__TO DO__: Go through the entries and copy every one exactly.

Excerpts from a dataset
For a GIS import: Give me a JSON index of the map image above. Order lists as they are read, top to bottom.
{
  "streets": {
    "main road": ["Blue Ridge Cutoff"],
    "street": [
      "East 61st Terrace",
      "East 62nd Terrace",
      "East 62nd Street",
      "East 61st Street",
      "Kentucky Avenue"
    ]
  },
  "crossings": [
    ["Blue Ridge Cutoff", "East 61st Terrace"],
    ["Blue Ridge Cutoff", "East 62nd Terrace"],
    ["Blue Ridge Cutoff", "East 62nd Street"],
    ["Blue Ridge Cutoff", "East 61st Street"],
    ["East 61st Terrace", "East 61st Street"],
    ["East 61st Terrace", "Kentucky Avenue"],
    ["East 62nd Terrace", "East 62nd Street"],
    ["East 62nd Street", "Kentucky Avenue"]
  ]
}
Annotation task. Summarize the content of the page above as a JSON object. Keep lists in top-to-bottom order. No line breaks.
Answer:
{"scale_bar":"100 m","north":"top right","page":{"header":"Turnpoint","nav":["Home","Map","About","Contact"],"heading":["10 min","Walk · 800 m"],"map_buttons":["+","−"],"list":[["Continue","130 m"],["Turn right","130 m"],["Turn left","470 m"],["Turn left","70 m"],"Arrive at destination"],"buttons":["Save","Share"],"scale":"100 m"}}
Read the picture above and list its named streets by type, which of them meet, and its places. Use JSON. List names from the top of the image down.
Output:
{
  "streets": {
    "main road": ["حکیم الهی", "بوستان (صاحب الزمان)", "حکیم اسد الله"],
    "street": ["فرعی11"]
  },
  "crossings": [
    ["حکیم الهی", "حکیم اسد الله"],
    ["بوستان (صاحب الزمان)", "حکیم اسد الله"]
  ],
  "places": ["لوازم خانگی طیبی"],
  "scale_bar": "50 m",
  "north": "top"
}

__SOLUTION__:
For a GIS import: Give me a JSON index of the map image above. Order lists as they are read, top to bottom.
{
  "streets": {
    "main road": ["Blue Ridge Cutoff"],
    "street": [
      "East 61st Terrace",
      "East 62nd Terrace",
      "East 62nd Street",
      "East 61st Street",
      "Kentucky Avenue"
    ]
  },
  "crossings": [
    ["Blue Ridge Cutoff", "East 61st Terrace"],
    ["Blue Ridge Cutoff", "East 62nd Terrace"],
    ["Blue Ridge Cutoff", "East 62nd Street"],
    ["Blue Ridge Cutoff", "East 61st Street"],
    ["East 61st Terrace", "East 61st Street"],
    ["East 61st Terrace", "Kentucky Avenue"],
    ["East 62nd Terrace", "East 62nd Street"],
    ["East 62nd Street", "Kentucky Avenue"]
  ]
}
Annotation task. Summarize the content of the page above as a JSON object. Keep lists in top-to-bottom order. No line breaks.
Answer:
{"scale_bar":"100 m","north":"top right","page":{"header":"Turnpoint","nav":["Home","Map","About","Contact"],"heading":["10 min","Walk · 800 m"],"map_buttons":["+","−"],"list":[["Continue","130 m"],["Turn right","130 m"],["Turn left","470 m"],["Turn left","70 m"],"Arrive at destination"],"buttons":["Save","Share"],"scale":"100 m"}}
Read the picture above and list its named streets by type, which of them meet, and its places. Use JSON. List names from the top of the image down.
Output:
{
  "streets": {
    "main road": ["حکیم الهی", "بوستان (صاحب الزمان)", "حکیم اسد الله"],
    "street": ["فرعی11"]
  },
  "crossings": [
    ["حکیم الهی", "حکیم اسد الله"],
    ["بوستان (صاحب الزمان)", "حکیم اسد الله"]
  ],
  "places": ["لوازم خانگی طیبی"],
  "scale_bar": "50 m",
  "north": "top"
}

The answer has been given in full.